Daily Dose Of Jazz…
Wellman Braud was born on January 25, 1891 in St. James Parish, Louisiana and settled in New Orleans, Louisiana. In his early teens he was playing the violin and the upright bass and leading a trio in venues in the Storyville District before 1910.
Moving to Chicago, Illinois in 1917 by 1923 he was performing in London, England with the Plantation Orchestra, doubling on bass and trombone. His next move was to New York City, where he played with Wilber Sweatman’s band before joining Duke Ellington.
Braud was the first to utilize the walking bass style that has been a mainstay in modern jazz. His vigorous melodic bass playing, alternately plucking, slapping, and bowing, was an important feature of the early Ellington Orchestra in the 1920s and 1930s. In 1936 he co-managed a short-lived Harlem club with Jimmie Noone, and recorded with the group Spirits of Rhythm from 1935 to 1937.
He would go on to play with the bands of Kaiser Marshall, Hot Lips Page, and Sidney Bechet and returned for a while to Ellington in 1944. In 1956 Wellman joined the Kid Ory Band and in the late 1950s, he joined the Barbara Dane Trio.

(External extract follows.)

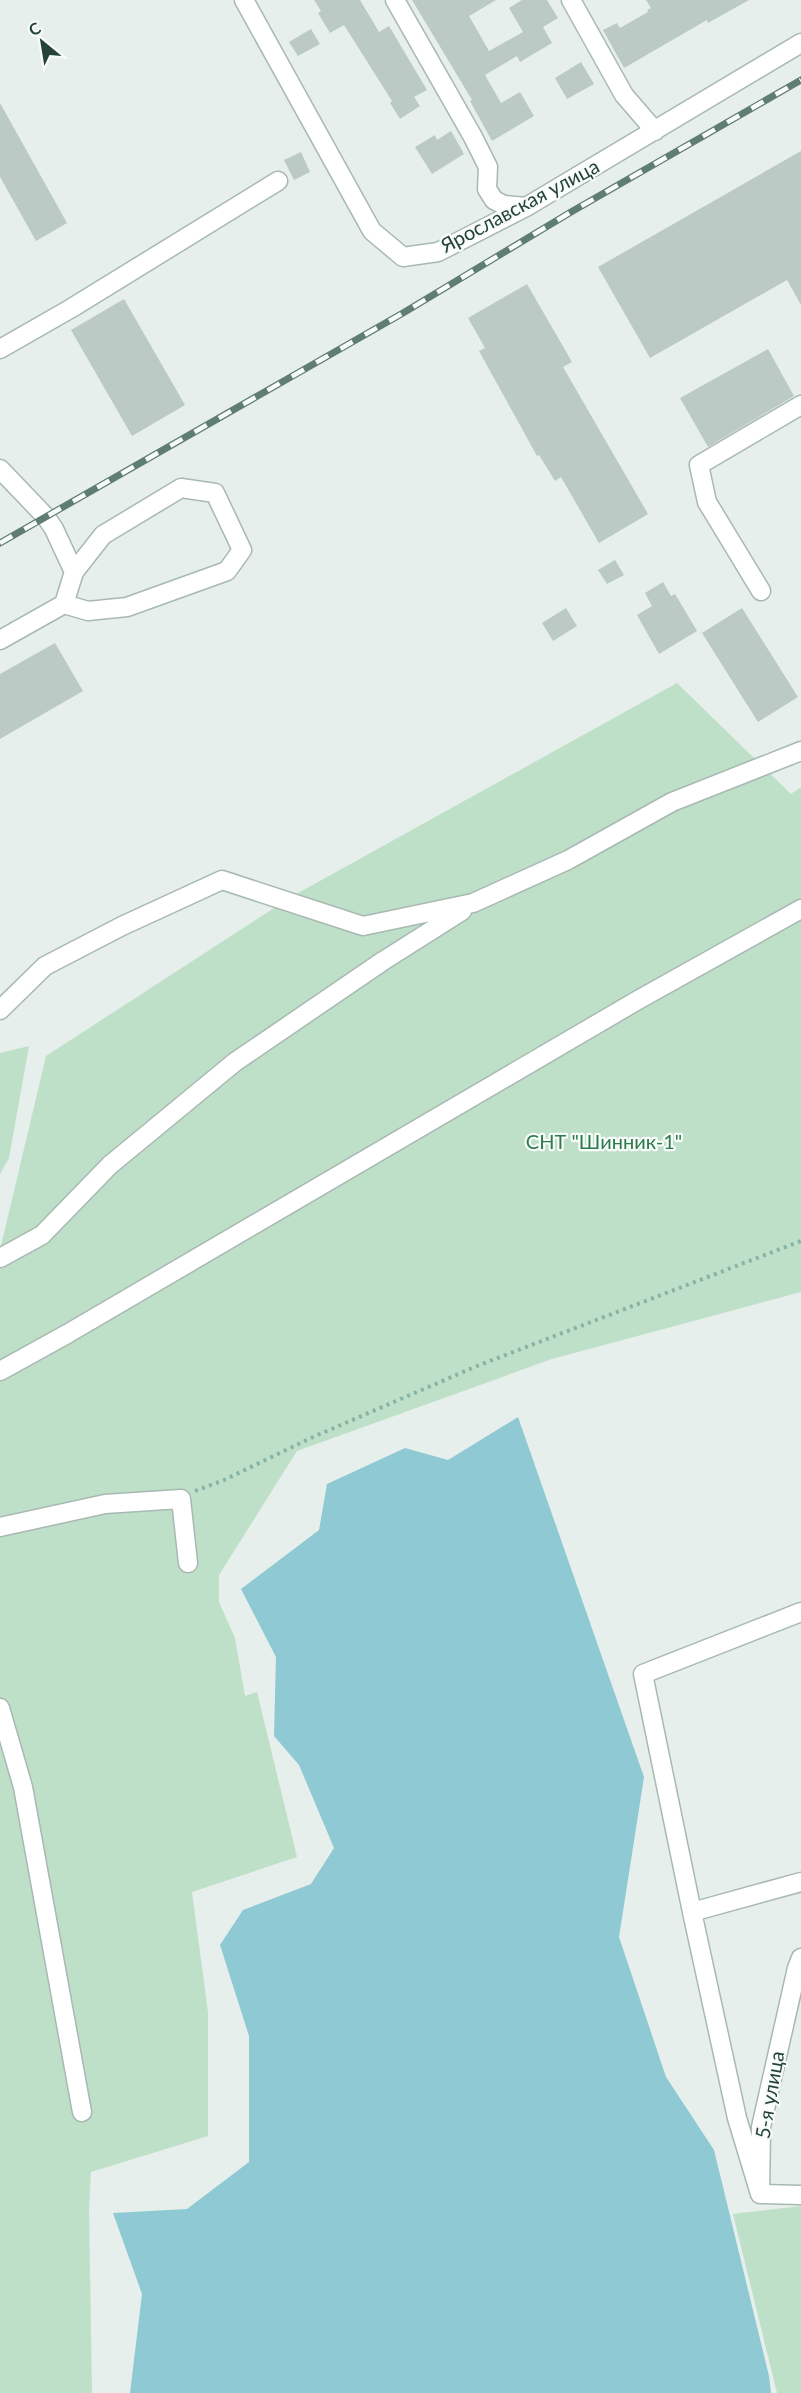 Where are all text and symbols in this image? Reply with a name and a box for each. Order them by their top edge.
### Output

Doing so he turned down opportunities to return to Duke Ellington’s band and tour with Louis Armstrong.
Upright bassist Wellman Braud, who is a distant relative of the Marsalis brothers on their mother’s side, died on October 29, 1966 in Los Angeles, California, at the age of 76.
Duke Ellington postumously paid tribute to Braud, with the composition Portrait of Wellman Braud on his 1970 album New Orleans Suite.